# What is needed
Omitting the pictures, print every line below exactly as it stands.

Stored data entries
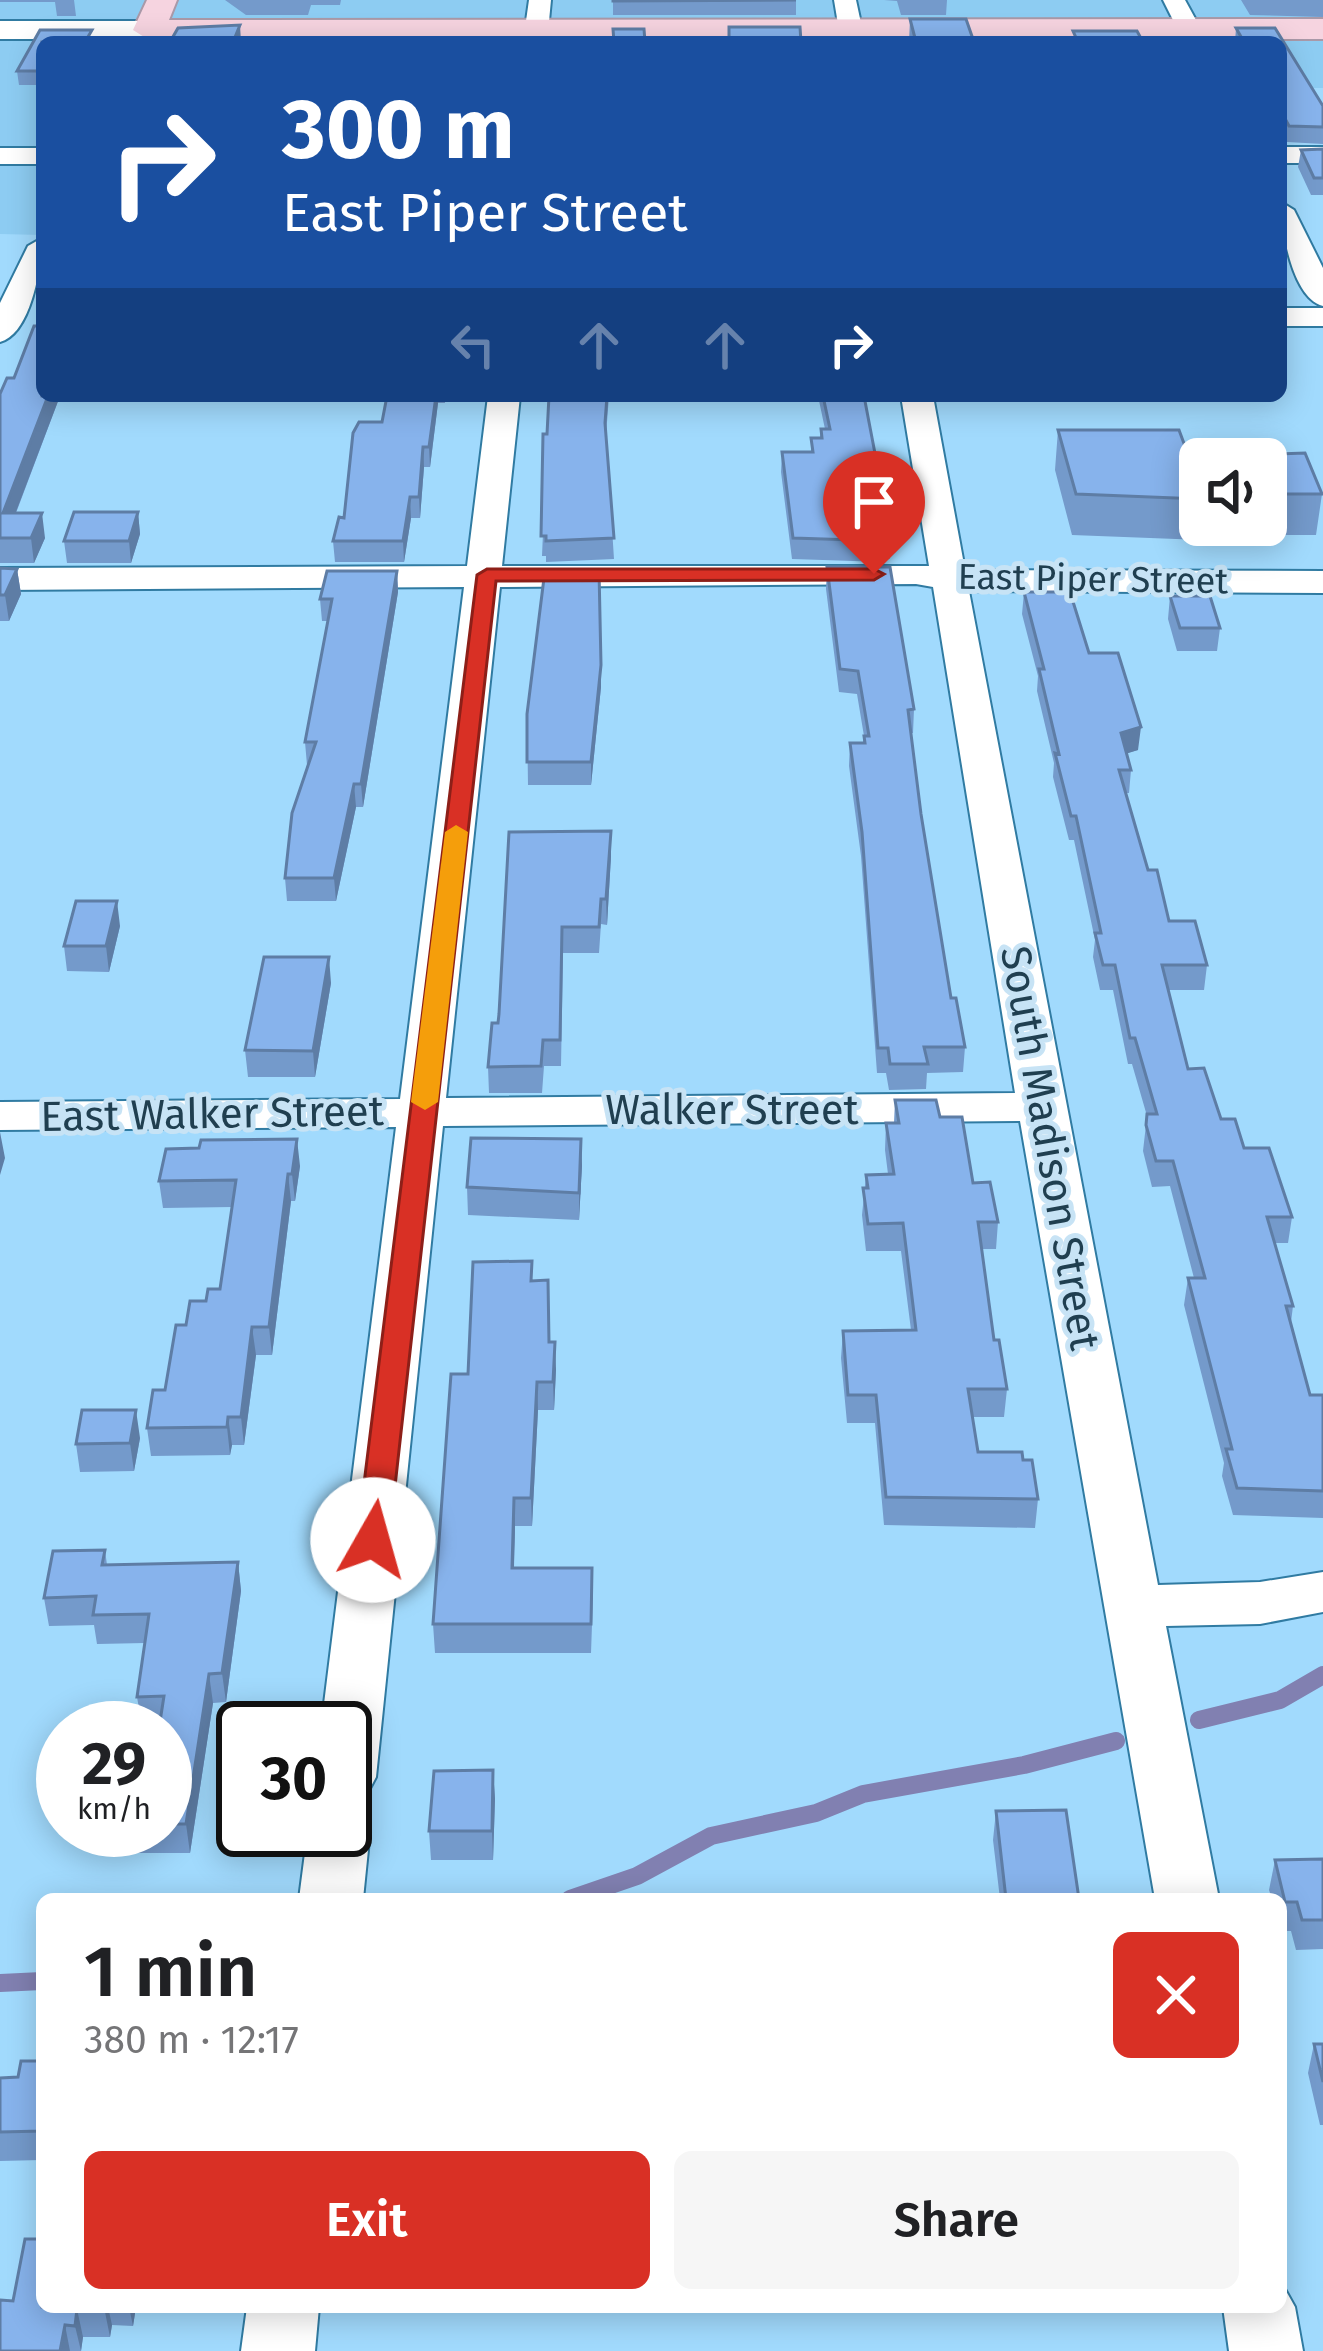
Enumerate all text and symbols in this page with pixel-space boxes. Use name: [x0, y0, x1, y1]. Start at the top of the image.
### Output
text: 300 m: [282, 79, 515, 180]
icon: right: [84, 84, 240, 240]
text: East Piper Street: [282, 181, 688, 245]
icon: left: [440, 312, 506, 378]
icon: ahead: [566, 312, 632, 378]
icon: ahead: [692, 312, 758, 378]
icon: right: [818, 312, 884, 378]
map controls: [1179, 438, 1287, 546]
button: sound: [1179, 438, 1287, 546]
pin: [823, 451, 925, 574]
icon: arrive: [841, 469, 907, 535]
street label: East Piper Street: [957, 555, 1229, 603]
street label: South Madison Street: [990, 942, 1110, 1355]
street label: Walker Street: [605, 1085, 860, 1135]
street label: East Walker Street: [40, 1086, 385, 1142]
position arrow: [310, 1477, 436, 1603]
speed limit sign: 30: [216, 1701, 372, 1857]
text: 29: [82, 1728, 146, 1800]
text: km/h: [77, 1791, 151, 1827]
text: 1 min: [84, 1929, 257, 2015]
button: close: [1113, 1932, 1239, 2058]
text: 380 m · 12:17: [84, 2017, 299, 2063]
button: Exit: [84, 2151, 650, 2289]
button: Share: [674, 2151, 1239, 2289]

# Written response
Enumerate all text and symbols in this page with pixel-space boxes. Use name: [x0, y0, x1, y1]. Start at the top of the image.
### Output
text: 300 m: [282, 79, 515, 180]
icon: right: [84, 84, 240, 240]
text: East Piper Street: [282, 181, 688, 245]
icon: left: [440, 312, 506, 378]
icon: ahead: [566, 312, 632, 378]
icon: ahead: [692, 312, 758, 378]
icon: right: [818, 312, 884, 378]
map controls: [1179, 438, 1287, 546]
button: sound: [1179, 438, 1287, 546]
pin: [823, 451, 925, 574]
icon: arrive: [841, 469, 907, 535]
street label: East Piper Street: [957, 555, 1229, 603]
street label: South Madison Street: [990, 942, 1110, 1355]
street label: Walker Street: [605, 1085, 860, 1135]
street label: East Walker Street: [40, 1086, 385, 1142]
position arrow: [310, 1477, 436, 1603]
speed limit sign: 30: [216, 1701, 372, 1857]
text: 29: [82, 1728, 146, 1800]
text: km/h: [77, 1791, 151, 1827]
text: 1 min: [84, 1929, 257, 2015]
button: close: [1113, 1932, 1239, 2058]
text: 380 m · 12:17: [84, 2017, 299, 2063]
button: Exit: [84, 2151, 650, 2289]
button: Share: [674, 2151, 1239, 2289]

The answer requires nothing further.